Another 45 minutes pass. My laboring friend is getting a little bit hysterical at this point. To tell you the truth, so was I. I am pulled over on the side of the road and now we are a little bit out of rush hour, but the highway is still busy, it is the dead heat of July, and I have to pee. And oh, by the way, my friend is in labor and I'm her birthing coach?

I finally decide that the need to pee outweighs the risk of the tow truck driver coming right that second and leaving me. I climb out of the car and examine the situation. I see some buildings across the on ramp a little down the highway, through a gully, and over a fence. It doesn't look that high, I think I could jump it. So I lock the car, run crazily across the on ramp, climb through bushes that are far thicker than they looked from 2 blocks away, and climb the fence. Now scratched, disheleved and with leaves in my hair, I prowl the parking lot figuring out where I can pee. Voila! There is a day care center with a door propped open!

And here, I will reveal to you one of the most embarassing moments of my life. I sneak into the day care center, run into their bathroom and have one of the happiest peeing moments of my life. And then, I clogged the toilet. I don't know how, and I don't know why. All I can think is that the day care children's toilet was not prepared for a grown-up amount of toilet paper, but it clogged, and starting running water and urine all over the floor. So I did what any self-respecting person would do. Washed my hands, exited gracefully and ran the hell out of the building and back to the fence.
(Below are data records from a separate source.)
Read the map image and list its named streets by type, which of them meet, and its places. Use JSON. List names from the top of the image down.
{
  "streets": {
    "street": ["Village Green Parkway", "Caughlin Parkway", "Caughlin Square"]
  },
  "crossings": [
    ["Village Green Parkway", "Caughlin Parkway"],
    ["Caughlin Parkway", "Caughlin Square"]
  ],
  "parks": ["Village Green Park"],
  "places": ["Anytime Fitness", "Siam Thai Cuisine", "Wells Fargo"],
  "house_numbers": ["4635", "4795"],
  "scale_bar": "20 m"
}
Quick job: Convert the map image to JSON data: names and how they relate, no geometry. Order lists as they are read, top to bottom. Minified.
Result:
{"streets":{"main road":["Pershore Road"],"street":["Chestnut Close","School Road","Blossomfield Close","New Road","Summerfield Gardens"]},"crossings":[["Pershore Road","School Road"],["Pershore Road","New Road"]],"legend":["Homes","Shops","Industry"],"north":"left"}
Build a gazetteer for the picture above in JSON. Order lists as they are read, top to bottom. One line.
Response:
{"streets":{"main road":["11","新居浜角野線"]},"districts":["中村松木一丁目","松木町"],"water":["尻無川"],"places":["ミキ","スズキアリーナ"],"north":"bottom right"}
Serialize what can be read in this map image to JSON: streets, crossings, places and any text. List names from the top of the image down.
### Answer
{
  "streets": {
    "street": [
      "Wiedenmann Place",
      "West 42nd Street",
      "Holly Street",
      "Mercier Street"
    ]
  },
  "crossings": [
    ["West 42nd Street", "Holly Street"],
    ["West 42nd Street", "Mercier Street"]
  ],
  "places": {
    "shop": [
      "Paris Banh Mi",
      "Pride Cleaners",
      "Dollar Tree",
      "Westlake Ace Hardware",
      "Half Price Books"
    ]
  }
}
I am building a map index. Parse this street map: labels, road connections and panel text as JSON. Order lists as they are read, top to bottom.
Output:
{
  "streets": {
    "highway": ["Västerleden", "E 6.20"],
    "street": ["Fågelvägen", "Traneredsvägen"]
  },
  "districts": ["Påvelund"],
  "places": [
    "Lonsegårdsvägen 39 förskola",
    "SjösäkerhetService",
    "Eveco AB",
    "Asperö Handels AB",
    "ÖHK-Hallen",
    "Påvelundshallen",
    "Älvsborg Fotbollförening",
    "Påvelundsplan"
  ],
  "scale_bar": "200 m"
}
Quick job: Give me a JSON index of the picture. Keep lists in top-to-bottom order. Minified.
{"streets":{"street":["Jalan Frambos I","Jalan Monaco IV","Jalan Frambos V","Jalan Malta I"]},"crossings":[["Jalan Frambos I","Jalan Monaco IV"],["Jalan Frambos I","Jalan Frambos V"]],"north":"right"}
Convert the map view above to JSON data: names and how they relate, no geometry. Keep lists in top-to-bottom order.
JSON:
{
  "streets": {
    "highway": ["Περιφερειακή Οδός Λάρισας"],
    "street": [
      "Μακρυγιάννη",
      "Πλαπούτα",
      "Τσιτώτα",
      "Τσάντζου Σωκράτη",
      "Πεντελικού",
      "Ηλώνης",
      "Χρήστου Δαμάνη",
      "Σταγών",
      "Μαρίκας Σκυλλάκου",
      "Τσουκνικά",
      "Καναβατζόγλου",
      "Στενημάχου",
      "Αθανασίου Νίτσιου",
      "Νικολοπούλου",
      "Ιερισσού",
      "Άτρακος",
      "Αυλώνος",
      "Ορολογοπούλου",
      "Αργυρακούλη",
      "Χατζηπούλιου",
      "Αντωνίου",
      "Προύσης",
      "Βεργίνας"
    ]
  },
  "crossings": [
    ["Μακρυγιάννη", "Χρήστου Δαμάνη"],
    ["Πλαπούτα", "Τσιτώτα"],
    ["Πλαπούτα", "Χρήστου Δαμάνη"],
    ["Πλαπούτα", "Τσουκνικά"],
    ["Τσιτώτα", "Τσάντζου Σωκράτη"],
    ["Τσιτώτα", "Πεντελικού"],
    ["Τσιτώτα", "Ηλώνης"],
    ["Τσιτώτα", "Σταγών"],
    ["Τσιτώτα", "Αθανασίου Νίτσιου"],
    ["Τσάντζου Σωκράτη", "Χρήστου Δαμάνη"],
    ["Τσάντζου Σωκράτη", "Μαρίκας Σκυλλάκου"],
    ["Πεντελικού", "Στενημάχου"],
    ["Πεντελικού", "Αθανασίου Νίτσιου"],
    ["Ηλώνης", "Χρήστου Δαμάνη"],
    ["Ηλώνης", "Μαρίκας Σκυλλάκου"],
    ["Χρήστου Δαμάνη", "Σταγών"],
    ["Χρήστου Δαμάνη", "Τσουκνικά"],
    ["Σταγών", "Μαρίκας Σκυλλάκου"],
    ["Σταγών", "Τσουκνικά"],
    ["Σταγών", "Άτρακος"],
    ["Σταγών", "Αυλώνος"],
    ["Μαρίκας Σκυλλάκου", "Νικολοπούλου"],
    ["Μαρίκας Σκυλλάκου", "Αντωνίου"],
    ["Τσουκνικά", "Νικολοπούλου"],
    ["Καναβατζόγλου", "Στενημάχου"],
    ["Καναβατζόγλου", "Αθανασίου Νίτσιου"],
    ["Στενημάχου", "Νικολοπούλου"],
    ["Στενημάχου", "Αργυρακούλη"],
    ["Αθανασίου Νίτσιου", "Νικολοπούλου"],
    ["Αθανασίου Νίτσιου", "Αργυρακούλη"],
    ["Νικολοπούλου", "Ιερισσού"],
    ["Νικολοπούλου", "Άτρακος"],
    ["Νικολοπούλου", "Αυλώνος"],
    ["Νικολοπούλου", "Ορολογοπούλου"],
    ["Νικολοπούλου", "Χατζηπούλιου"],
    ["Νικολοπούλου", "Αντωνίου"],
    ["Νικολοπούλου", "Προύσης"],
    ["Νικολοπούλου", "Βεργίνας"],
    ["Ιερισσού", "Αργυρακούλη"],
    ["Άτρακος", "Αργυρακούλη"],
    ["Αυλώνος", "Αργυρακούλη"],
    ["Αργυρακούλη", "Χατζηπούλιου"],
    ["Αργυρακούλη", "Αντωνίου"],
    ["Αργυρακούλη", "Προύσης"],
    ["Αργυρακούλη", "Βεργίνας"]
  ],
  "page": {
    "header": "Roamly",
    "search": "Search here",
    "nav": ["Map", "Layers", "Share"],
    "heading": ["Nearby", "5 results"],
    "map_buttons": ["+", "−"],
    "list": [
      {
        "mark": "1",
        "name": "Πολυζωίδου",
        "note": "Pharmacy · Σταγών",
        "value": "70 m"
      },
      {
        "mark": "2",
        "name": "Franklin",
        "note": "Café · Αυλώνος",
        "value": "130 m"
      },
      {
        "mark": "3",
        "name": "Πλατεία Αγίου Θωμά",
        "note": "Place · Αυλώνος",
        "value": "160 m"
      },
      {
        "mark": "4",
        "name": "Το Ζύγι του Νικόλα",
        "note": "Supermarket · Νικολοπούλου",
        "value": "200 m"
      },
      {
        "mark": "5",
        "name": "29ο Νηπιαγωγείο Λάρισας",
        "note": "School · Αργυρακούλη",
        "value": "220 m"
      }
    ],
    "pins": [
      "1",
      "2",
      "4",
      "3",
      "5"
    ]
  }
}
Fence, bushes, cars zooming across on ramp, and I see a policeman talking on the walkie talkie near my car. Hurray! I make it back, and we argue about why I left the car and whether I should have and what the predicament is. It has now been 2 hours and AAA is still not here. The policeman decides that he will make a call to AAA and tell them that this is an unsafe situation, which it was and I already told AAA 4 times that it was, and to come immediately to tow the car. It worked!

10 minutes later I arrive at the closest car dealership and BEG them to drive me to my friend's house, given the whole still-in-labor-thing. They do! A nice nice nice man with 6 children drove me to her house, and a whopping 17 hours later, my friend's beautiful son is born. Her husband made it, stayed up all night with her while she labored, saw his child come into this world, and then took a car back to the BAR EXAM with no pencils, no food, no water and no sleep. And he passed!

And the baby? He was born on July 28th- my birthday. And I would do it all again, just to see that unbelievable moment when all of a sudden there were 7 of us in the room, instead of 6.




*capitalized because all truly evil and satanic rituals should be capitalized.